Machine Learning & Big Data Blog

An Introduction to Hive

devops guide
5 minute read
Walker Rowe

Overview

Hive is very similar to Apache Pig. What it does is let you create tables and load external files into tables using SQL. Then it creates MapReduce jobs in Java. Java is a very wordy language so using Pig and Hive is simpler.

Some have said that Hive is a data warehouse tool (Bluntly put, that means an RDBMS used to do analytics before Hadoop was invented.). In fact you can use Apache Sqoop to load data into Hive or Hadoop from a relational database.

 

(This article is part of our Hadoop Guide. Use the right-hand menu to navigate.)

Installation

In this document we will introduce Hive mainly by using examples. You need to install Apache Hadoop first.
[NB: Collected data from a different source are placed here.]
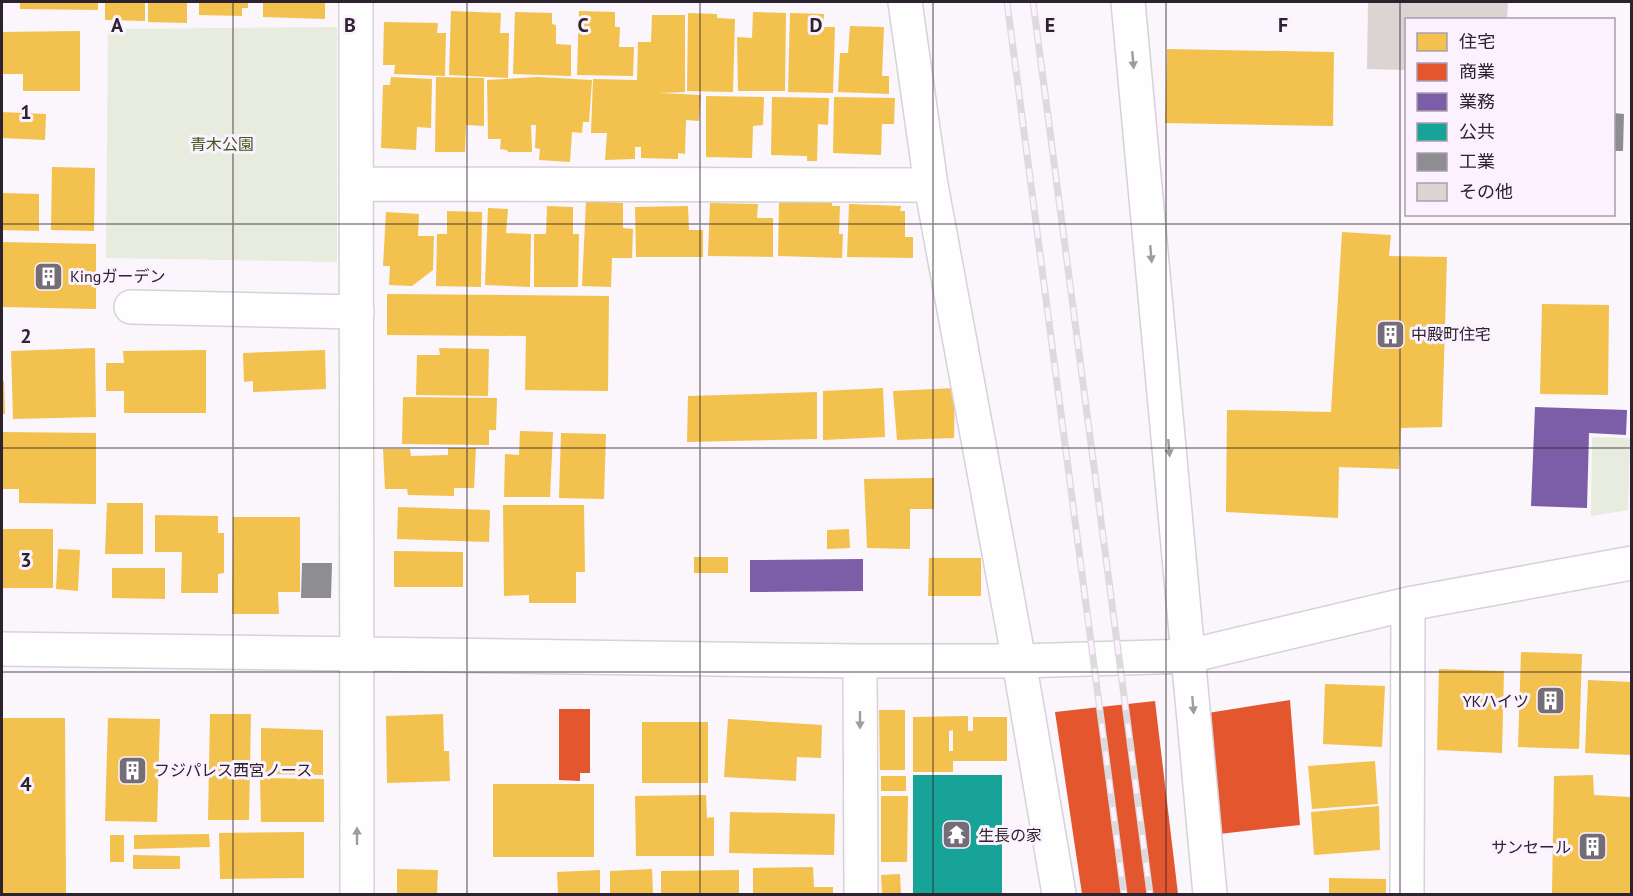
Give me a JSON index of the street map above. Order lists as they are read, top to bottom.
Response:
{
  "parks": ["青木公園"],
  "places": {
    "building": [
      "Kingガーデン",
      "中殿町住宅",
      "YKハイツ",
      "フジパレス西宮ノース",
      "サンセール"
    ],
    "temple": ["生長の家"]
  },
  "legend": [
    "住宅",
    "商業",
    "業務",
    "公共",
    "工業",
    "その他"
  ],
  "grid": {
    "columns": [
      "A",
      "B",
      "C",
      "D",
      "E",
      "F"
    ],
    "rows": [
      "1",
      "2",
      "3",
      "4"
    ]
  }
}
Then you can install MySQL to store metadata. (Or you could use Derby. Here we use MySQL). Hive will create data in Hadoop.

So first install Hadoop. Then execute these steps:

apt-get install mysql-server
apt-get install libmysql-java

Download and extract Hive to /usr/local/hive. Then in .bashrc set:

export HIVE_HOME=/usr/local/hive/apache-hive-2.0.1-bin
export PATH=$PATH:$HIVE_HOME/bin

Make this softlink:

ln -s /usr/share/java/mysql-connector-java.jar $HIVE_HOME/lib/mysql-connector-java.jar

Then open MySQL to create the schema,etc:

mysql -u root -p
mysql> CREATE DATABASE metastore;
mysql> USE metastore;

Here use the schema that most nearly matches the version you are using. (In this tutorial we are using Hive 2.0.1 but there is no 2.0.1 schema. So we used 2.0.0.)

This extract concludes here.